Start of Block

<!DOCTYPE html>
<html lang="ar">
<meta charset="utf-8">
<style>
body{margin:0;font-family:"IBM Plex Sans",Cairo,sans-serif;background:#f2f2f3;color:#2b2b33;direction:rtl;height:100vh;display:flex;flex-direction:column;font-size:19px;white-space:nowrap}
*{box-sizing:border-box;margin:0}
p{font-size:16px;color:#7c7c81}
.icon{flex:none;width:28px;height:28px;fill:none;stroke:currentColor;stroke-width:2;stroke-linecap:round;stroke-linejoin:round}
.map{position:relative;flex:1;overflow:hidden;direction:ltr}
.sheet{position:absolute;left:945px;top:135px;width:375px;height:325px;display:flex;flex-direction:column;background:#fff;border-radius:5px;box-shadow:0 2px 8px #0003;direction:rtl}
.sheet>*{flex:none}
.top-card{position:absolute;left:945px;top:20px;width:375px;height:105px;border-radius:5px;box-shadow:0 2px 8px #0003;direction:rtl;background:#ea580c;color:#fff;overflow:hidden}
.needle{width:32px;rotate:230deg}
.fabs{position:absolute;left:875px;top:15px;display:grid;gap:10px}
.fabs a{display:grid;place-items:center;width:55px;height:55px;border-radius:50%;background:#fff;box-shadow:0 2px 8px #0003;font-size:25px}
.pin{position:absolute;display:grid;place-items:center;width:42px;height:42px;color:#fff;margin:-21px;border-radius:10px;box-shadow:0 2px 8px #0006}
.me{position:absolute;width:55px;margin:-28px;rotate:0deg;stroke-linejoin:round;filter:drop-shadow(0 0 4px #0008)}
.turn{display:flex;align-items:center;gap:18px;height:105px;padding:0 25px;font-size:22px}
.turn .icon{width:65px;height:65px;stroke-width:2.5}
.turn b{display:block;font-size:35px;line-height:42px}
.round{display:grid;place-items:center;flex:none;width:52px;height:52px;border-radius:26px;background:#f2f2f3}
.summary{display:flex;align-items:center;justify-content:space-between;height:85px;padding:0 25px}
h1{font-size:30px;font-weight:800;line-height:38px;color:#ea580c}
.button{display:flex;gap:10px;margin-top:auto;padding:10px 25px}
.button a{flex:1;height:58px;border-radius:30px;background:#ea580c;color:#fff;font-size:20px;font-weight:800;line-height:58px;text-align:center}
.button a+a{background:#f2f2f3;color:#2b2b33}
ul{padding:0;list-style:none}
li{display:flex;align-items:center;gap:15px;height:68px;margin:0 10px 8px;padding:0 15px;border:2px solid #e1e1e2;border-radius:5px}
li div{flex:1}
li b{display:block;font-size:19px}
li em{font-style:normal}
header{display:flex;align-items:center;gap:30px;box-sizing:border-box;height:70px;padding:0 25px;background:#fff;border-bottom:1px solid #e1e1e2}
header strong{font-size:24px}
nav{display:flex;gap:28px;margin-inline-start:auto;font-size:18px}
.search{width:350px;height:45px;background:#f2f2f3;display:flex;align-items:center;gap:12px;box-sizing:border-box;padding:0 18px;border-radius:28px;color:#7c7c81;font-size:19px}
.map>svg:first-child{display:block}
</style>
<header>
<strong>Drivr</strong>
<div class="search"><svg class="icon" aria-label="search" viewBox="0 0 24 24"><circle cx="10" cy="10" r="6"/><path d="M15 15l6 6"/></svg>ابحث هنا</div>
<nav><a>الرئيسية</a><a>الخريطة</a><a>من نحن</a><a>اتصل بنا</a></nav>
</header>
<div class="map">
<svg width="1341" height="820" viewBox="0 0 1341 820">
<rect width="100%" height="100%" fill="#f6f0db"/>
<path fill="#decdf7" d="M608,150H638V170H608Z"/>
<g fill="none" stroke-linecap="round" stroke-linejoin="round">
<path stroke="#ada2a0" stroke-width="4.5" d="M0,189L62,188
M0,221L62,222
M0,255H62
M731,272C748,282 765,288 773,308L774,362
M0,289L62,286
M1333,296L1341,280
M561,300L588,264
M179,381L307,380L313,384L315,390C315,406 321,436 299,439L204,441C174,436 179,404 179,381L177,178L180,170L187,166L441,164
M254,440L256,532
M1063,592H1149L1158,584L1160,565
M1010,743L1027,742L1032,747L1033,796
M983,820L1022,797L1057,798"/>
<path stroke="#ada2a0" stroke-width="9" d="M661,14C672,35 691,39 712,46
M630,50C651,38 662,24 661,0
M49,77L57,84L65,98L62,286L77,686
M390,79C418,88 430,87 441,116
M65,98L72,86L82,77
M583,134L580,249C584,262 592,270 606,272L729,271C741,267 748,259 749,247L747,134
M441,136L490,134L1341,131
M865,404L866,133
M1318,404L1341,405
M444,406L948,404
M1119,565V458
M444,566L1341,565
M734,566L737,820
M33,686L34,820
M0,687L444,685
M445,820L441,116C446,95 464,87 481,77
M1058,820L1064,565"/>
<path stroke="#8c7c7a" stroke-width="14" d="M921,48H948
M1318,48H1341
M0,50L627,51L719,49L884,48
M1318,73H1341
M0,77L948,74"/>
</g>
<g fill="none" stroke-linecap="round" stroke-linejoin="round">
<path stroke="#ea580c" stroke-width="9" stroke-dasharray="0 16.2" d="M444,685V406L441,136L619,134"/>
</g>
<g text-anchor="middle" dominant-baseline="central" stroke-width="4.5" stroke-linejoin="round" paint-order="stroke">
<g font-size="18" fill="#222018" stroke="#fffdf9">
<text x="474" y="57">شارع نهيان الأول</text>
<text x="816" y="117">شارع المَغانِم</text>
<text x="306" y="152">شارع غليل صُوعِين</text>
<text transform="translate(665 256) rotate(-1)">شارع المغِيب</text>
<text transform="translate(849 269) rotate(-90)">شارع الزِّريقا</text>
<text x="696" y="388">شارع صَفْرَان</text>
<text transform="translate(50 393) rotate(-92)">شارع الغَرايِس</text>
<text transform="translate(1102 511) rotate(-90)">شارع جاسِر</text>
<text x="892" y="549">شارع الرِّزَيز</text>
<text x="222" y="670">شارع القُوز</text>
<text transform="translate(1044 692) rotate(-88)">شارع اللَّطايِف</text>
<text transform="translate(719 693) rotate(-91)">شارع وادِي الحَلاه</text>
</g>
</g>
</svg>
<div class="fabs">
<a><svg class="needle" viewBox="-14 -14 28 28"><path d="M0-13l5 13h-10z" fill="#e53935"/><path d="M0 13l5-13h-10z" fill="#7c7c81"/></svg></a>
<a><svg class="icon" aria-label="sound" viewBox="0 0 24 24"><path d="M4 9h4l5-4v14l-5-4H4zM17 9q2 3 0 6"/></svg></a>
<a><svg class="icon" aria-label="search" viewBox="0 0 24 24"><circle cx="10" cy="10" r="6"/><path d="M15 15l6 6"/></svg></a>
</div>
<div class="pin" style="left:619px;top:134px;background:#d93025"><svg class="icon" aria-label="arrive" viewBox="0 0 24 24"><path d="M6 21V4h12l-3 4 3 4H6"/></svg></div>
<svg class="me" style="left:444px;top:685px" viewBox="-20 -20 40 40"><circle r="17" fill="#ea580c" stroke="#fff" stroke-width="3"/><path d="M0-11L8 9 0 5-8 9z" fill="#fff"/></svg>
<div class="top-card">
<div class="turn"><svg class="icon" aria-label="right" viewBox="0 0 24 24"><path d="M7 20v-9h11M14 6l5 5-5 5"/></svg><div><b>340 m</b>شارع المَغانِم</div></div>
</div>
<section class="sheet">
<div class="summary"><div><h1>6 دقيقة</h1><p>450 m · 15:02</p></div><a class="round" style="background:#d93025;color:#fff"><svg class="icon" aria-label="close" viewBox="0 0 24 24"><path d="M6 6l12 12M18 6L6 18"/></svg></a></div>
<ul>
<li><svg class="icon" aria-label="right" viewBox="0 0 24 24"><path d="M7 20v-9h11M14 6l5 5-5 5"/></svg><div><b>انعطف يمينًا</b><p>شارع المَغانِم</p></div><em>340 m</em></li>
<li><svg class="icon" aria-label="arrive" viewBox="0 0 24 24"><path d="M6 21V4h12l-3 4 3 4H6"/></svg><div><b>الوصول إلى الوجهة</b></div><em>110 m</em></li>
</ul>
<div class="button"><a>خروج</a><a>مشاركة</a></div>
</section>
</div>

End of Block

▶ _EXERCISE DETAILS_
Report the number of lines in the material above that contain "fabs". Nothing else is wanted.

▶ _FINISHED EXERCISE_
3